As anyone who has been following the seemingly endless (we are now in year 7) cannabis reclassification shenanigans knows, last week Gordon Brown strongly implied that he planned to reclassify cannabis from C back to B regardless of what the Advisory Council on the Misuse of Drugs recommends at the end of this month (but with all the serious money, and BBC leaks, on them calling for it to stay in C). In case you don’t know the ACMD are the 30 or so Government appointed scientists and experts from the drugs field who have recently completed their marathon 4-day literature review and public consultation on the B/C question.

Brown’s position on this question was echoed by another recent example of how politics and emotive anecdote are trumping rationality, pragmatism and science; a Daily Telegraph op-ed last week with the willfully ignorant headline (seeming to almost revel in the idea of bad science led policy making):


This veritable beacon of endarkenment thinking comes from Debra Bell, whose ‘Talking About Cannabis’ website and campaign (built around her experiences of her son’s cannabis problems) is the perfect example of precisely why science based policy decisions should be made by committees of experts and not distraught parents. Whilst Debra and other parents or carers who have been through similar personal tragedies deserve our sympathy and should of course be heard (and to give the Council credit, Debra was amongst those invited to present to the hearings in March), policy decisions, such as drug classification, that are very specifically based on science based literature reviews and objective harm rankings, should be left to the scientists.



poster from a from a previous generation's cannabis panic, US 1938.

The classification system is – as Transform have long argued - horribly flawed, outdated, and ineffective, but when it comes to the science based harm rankings that at least nominaly constitute the basis of the ABC system, that is, for better or worse, what the ACMD do. In fact it’s almost the only thing they have time for, not least because they have to do virtually the same cannabis review of the virtually the same literature (and, surprise surprise, come to virtually the same conclusions) every couple of years, just to satisfy the tabloid driven political whims of successive political leaders.

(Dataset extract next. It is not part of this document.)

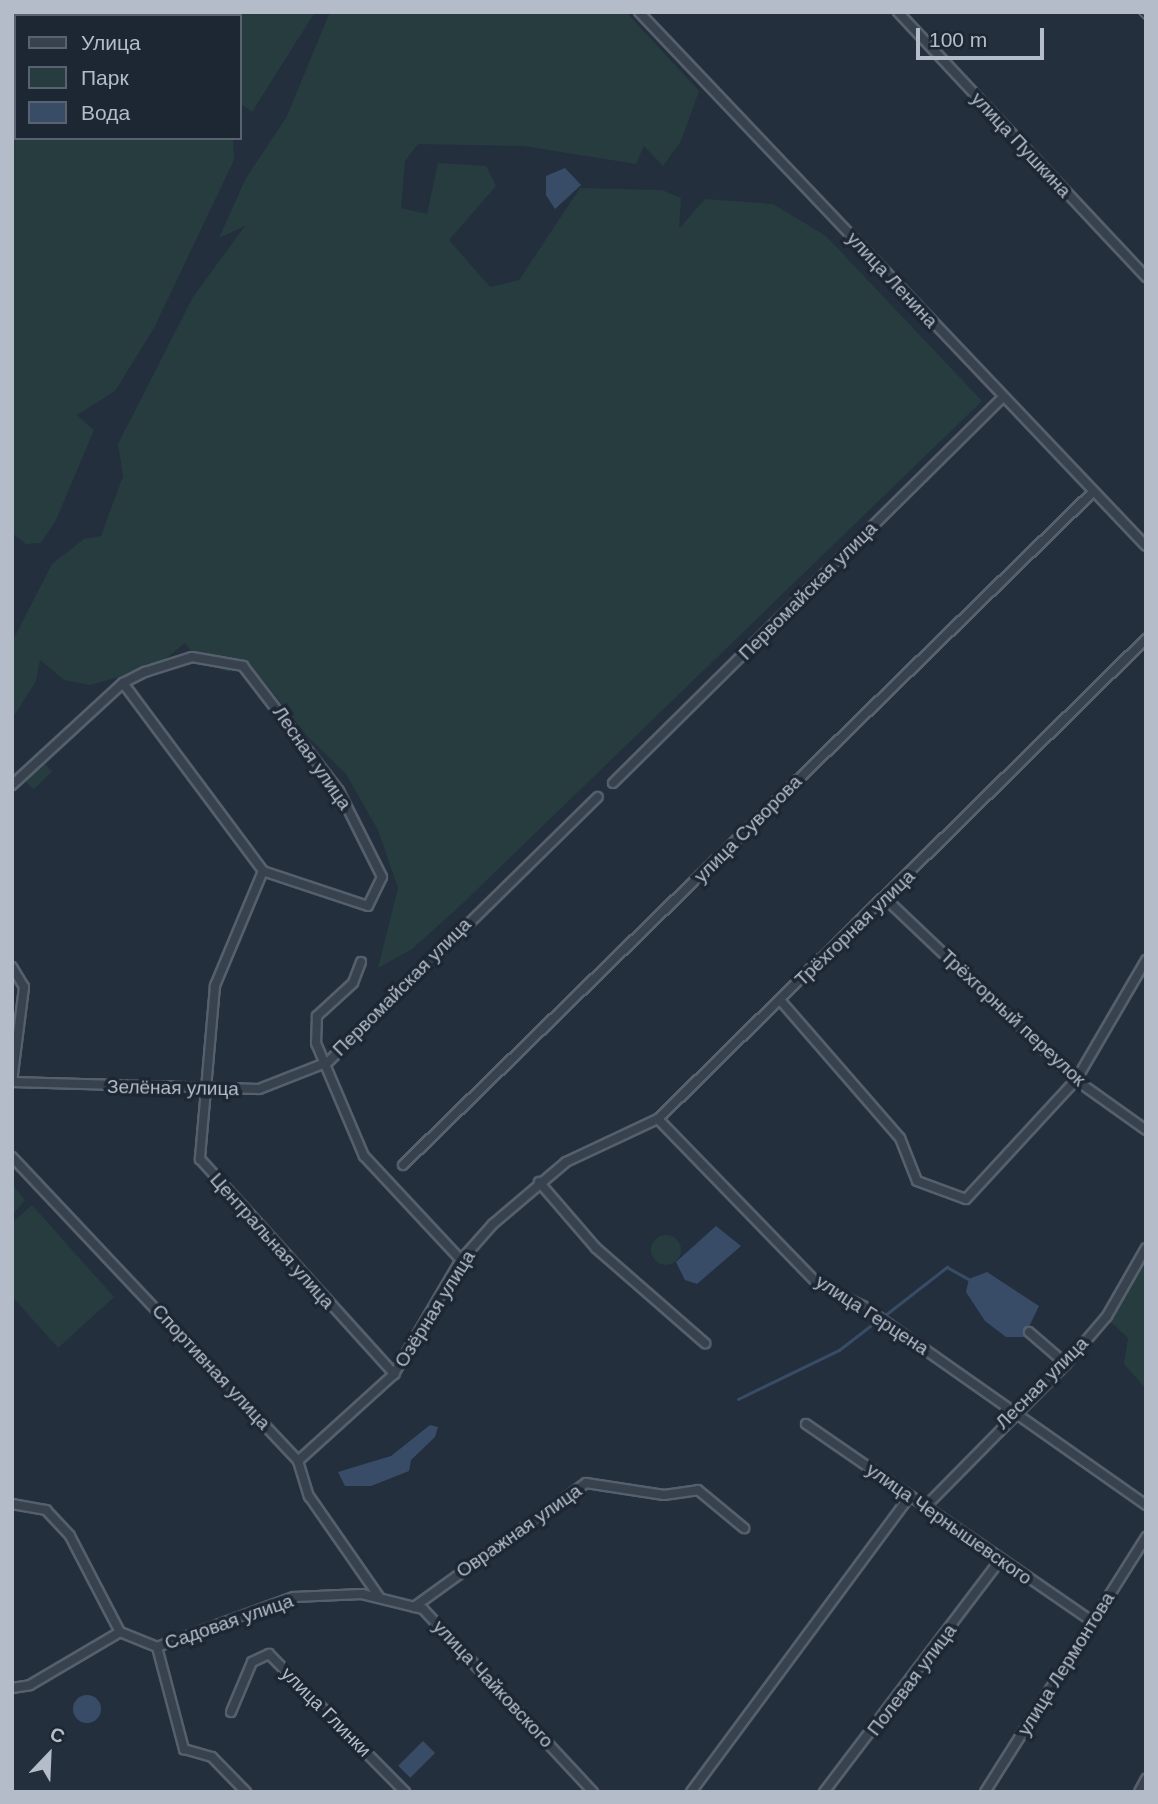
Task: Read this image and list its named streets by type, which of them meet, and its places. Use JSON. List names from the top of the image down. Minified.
{"streets":{"street":["улица Пушкина","улица Ленина","Первомайская улица","Лесная улица","улица Суворова","Трёхгорная улица","Трёхгорный переулок","Зелёная улица","Центральная улица","Озёрная улица","улица Герцена","Спортивная улица","улица Чернышевского","Овражная улица","Садовая улица","улица Лермонтова","Полевая улица","улица Чайковского","улица Глинки"]},"crossings":[["улица Ленина","Первомайская улица"],["улица Ленина","улица Суворова"],["Первомайская улица","Зелёная улица"],["Лесная улица","Центральная улица"],["Лесная улица","улица Герцена"],["Лесная улица","улица Чернышевского"],["Трёхгорная улица","Трёхгорный переулок"],["Трёхгорная улица","Озёрная улица"],["Трёхгорная улица","улица Герцена"],["Зелёная улица","Центральная улица"],["Центральная улица","Озёрная улица"],["Озёрная улица","Спортивная улица"],["Спортивная улица","Садовая улица"],["Спортивная улица","улица Чайковского"],["улица Чернышевского","улица Лермонтова"],["Овражная улица","улица Чайковского"],["Садовая улица","улица Чайковского"]],"legend":["Улица","Парк","Вода"],"scale_bar":"100 m","north":"top right"}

As the blog has already highlighted, it is bizarre, not to mention intellectually offensive, to ask a panel of your own appointed experts to review a body of evidence and make recommendations (at considerable tax-payers expense – how many tens of thousands did the recent review cost?) only to declare you will overrule their decision if it doesn’t go your way before its even published. Brown’s almost Mugabe-like denial of evidence could not be clearer. Ignoring or overuling the Council's finding would be one thing, but incredibly Brown was proudly making his intentions clear before the ACMD had even begun their deliberations, let alone report back to him, on the expensive and time consuming review that he ordered be undertaken.

Evan Harris, a Lib Dem MP and consistent exponent of science and evidence based policy making (he sat on the Science and Technology Committee that produced 2006’s report on the classification system), made this point loud and clear during a debate on classification on last week’s BBC Radio 4 show ‘Any Questions’:

“to ask the experts to do the work and say in advance that you are not going to accept their view is I think corrupting the whole idea of whether you are going to have proper evidence based policy and what matters in drugs policy is what works to help to protect the health of people and we know that education works not gesture politics by politicians thinking that the classification of a drug is a sign of machismo, it isn’t, it is a failed policy the one that Gordon Brown wants to pursue and the experts will tell him that.” (Applause)

Harris also notes that:
"education does work and what we do know that criminalizing young people, forcing it underground and giving criminals the ability to make money in the black economy is not the way to tackle the problem. In Holland where they did decriminalize they had much lower domestic use of cannabis than we have here where we have criminalized so I am interested in what works"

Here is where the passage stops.